> _Problem requirements_
From the listing below, count the lines that contain the string "direction", then state only that number.

> _Task data_
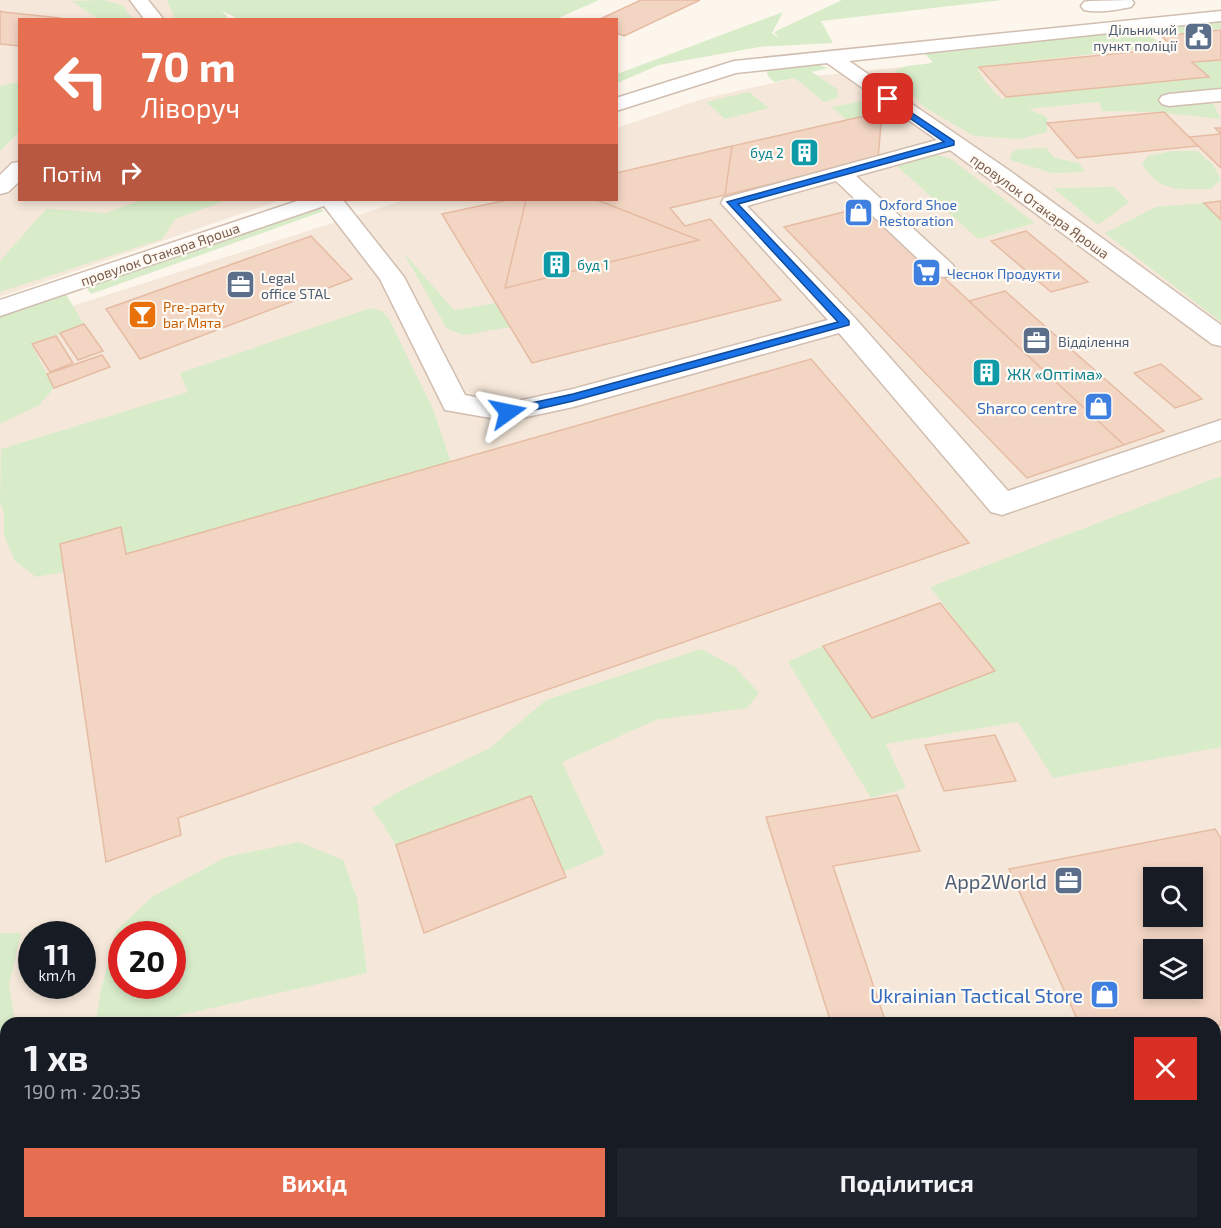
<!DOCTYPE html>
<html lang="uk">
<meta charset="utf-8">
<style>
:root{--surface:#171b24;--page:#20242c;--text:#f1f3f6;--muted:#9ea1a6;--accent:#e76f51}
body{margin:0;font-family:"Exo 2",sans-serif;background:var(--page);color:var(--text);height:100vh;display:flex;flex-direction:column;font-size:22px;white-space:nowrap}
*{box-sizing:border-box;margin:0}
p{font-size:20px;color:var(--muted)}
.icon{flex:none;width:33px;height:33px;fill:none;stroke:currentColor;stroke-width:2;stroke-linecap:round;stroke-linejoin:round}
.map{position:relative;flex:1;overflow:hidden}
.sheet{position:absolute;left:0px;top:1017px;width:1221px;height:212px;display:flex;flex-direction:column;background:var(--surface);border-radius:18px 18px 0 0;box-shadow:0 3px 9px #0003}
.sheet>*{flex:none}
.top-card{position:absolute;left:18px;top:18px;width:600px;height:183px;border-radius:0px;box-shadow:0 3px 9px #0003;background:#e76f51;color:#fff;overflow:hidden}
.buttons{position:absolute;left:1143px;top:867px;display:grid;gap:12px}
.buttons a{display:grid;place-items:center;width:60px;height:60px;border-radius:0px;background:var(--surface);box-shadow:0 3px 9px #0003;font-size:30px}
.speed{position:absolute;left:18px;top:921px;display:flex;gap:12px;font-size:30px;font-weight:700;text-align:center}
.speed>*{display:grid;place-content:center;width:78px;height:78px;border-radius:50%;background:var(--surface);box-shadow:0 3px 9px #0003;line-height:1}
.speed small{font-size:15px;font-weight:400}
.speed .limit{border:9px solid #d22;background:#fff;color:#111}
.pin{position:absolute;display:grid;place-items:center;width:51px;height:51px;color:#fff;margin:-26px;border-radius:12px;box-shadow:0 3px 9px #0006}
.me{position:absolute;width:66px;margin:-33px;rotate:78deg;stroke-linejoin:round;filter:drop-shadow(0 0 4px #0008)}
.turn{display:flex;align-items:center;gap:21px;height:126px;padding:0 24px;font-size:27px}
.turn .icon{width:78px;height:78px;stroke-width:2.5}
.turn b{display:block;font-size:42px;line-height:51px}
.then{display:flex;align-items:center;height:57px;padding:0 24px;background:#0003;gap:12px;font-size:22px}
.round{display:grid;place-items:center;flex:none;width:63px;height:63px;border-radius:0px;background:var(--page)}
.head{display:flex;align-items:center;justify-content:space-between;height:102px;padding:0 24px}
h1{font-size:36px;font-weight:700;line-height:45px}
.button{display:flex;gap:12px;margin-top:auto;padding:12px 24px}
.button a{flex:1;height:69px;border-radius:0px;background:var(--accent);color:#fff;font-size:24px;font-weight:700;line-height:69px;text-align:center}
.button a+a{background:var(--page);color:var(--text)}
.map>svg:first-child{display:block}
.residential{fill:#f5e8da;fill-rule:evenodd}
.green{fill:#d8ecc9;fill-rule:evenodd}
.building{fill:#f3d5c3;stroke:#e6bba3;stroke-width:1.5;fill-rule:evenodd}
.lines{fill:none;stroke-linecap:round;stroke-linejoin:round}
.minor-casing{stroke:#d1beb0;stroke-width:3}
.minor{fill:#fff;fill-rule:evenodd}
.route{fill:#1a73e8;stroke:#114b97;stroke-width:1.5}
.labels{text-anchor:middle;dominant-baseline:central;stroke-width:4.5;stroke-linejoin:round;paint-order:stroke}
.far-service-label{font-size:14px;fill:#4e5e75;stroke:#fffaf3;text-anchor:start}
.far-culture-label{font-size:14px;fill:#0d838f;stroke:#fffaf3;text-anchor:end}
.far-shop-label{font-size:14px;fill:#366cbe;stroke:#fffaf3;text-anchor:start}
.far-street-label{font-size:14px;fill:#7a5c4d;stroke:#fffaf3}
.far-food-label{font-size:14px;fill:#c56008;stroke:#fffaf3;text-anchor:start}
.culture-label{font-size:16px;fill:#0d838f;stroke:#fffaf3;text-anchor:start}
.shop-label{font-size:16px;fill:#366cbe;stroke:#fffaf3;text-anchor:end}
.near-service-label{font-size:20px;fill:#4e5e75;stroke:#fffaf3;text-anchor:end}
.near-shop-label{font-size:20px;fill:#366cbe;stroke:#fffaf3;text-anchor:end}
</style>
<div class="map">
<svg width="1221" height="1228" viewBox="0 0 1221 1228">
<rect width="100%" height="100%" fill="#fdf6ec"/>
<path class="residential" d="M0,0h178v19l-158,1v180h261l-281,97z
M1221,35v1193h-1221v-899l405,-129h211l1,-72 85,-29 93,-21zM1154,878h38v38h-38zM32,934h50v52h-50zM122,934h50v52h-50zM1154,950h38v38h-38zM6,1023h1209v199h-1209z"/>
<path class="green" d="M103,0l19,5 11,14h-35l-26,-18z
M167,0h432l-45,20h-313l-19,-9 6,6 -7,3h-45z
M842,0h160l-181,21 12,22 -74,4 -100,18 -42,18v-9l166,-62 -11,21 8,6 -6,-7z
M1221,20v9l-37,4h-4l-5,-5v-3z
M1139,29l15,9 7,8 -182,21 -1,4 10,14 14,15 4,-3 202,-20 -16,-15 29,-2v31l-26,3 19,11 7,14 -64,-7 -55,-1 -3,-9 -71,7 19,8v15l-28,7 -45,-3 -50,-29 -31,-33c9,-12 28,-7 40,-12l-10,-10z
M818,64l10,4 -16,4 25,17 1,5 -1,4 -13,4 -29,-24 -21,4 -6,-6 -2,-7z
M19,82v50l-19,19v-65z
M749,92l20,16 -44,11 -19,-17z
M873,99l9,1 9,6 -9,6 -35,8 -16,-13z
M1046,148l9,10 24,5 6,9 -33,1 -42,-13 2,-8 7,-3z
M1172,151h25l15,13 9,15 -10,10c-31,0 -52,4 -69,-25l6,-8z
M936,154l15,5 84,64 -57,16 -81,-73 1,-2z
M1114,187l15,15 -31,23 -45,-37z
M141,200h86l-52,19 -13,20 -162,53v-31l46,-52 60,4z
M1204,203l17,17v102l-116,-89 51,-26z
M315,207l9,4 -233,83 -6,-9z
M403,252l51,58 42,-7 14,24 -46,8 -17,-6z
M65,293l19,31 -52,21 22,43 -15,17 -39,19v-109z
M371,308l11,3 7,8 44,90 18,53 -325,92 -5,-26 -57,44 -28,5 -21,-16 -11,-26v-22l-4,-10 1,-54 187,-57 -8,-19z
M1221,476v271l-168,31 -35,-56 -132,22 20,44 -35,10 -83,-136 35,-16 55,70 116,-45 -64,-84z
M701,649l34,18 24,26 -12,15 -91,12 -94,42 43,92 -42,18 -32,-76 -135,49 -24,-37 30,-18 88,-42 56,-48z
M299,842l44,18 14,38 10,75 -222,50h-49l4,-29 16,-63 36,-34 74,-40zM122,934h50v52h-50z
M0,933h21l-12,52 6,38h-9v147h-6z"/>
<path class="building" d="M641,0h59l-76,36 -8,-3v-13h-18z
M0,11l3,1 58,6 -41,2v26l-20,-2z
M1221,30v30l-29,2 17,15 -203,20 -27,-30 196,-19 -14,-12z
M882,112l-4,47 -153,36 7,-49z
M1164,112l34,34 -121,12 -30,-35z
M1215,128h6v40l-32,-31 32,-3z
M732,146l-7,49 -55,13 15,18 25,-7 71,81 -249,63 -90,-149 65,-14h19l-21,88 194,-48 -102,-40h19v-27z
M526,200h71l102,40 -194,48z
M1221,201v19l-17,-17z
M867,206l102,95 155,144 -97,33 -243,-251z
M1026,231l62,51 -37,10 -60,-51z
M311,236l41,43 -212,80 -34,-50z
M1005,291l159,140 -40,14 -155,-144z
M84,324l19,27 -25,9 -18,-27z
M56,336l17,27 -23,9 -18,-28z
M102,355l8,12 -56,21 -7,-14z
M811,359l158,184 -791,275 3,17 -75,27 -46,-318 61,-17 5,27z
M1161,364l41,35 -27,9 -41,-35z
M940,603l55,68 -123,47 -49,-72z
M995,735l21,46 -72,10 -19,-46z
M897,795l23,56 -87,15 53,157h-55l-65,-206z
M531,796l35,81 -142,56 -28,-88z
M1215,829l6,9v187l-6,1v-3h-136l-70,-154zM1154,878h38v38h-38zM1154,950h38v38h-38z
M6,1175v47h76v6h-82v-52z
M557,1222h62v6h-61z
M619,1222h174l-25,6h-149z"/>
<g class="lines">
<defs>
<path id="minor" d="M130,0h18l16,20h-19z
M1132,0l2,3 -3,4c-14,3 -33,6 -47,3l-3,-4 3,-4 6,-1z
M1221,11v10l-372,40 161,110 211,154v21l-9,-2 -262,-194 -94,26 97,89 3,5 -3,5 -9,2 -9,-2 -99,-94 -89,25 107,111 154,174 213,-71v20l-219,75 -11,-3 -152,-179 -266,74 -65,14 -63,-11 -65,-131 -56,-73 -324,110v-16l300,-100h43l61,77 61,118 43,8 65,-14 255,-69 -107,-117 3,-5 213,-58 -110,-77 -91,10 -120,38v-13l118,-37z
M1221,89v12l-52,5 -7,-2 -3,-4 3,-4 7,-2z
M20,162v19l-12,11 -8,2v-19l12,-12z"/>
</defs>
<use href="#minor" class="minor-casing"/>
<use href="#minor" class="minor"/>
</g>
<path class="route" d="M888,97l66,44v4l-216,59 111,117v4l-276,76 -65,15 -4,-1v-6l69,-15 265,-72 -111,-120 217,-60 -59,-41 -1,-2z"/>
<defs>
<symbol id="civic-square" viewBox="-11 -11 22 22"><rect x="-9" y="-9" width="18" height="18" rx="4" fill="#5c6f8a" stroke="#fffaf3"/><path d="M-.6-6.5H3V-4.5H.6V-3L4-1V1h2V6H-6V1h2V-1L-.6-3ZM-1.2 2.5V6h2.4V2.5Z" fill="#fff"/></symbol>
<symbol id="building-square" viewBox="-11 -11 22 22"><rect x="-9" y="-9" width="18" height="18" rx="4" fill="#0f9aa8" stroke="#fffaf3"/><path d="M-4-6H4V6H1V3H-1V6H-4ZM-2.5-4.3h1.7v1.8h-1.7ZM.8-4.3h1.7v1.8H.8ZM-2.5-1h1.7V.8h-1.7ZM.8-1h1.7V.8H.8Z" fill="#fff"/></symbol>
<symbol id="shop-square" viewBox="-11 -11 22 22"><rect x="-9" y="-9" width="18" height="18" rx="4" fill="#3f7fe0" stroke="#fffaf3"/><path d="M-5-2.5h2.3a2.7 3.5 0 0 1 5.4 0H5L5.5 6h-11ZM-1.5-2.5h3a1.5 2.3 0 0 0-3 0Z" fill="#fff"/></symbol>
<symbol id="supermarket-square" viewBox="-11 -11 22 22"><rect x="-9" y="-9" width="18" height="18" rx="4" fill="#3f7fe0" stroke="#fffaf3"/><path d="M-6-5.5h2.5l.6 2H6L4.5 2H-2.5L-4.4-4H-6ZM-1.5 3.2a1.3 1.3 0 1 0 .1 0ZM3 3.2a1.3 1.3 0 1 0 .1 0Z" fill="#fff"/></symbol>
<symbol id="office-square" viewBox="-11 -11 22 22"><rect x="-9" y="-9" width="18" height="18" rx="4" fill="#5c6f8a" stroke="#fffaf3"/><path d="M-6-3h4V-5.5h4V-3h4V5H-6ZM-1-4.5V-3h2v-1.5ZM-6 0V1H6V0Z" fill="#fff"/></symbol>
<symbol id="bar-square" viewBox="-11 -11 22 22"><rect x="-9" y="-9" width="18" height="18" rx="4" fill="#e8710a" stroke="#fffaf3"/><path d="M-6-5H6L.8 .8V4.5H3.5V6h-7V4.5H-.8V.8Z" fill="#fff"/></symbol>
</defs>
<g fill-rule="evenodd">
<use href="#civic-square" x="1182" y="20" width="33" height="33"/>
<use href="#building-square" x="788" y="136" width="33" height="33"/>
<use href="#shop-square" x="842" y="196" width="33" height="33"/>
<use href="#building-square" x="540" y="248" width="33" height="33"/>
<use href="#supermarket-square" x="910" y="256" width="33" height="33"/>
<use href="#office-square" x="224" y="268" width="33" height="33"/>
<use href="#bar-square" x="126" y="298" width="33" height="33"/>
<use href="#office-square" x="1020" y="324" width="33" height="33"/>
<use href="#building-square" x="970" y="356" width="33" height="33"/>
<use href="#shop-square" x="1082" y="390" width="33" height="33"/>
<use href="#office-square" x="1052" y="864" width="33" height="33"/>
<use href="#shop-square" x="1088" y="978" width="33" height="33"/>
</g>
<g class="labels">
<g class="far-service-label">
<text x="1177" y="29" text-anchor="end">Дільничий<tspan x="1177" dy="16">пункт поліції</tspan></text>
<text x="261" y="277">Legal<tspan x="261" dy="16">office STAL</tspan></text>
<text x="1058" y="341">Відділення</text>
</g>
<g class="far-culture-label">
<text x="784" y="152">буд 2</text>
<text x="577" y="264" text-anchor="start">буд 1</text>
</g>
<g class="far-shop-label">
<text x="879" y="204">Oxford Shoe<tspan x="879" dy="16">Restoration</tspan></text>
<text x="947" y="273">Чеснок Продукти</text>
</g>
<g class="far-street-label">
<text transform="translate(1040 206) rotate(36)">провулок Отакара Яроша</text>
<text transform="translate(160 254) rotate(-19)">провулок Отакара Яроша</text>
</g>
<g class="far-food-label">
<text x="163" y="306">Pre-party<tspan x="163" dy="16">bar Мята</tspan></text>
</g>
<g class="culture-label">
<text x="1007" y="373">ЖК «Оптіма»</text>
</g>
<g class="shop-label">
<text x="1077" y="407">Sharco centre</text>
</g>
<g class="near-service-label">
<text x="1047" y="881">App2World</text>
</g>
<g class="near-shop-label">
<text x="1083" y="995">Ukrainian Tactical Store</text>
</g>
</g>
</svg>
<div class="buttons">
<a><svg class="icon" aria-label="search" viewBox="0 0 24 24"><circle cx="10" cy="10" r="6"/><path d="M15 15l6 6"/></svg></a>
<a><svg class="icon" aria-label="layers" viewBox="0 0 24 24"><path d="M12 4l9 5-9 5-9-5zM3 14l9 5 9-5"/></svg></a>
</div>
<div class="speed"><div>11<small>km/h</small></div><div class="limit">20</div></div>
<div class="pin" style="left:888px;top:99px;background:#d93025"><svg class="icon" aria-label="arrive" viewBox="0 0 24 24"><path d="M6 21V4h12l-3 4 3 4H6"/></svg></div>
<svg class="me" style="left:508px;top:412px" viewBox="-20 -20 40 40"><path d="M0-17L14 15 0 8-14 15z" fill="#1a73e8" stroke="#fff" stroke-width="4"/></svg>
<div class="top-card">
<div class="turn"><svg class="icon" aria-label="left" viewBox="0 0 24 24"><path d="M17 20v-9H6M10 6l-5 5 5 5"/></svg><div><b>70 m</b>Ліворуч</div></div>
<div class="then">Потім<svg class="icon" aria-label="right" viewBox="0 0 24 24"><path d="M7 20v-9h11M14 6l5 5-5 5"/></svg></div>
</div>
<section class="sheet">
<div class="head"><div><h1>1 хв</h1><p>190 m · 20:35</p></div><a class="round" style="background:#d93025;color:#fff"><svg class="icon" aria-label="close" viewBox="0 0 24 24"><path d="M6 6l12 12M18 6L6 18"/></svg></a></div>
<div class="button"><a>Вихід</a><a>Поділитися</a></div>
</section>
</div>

> _Response_
2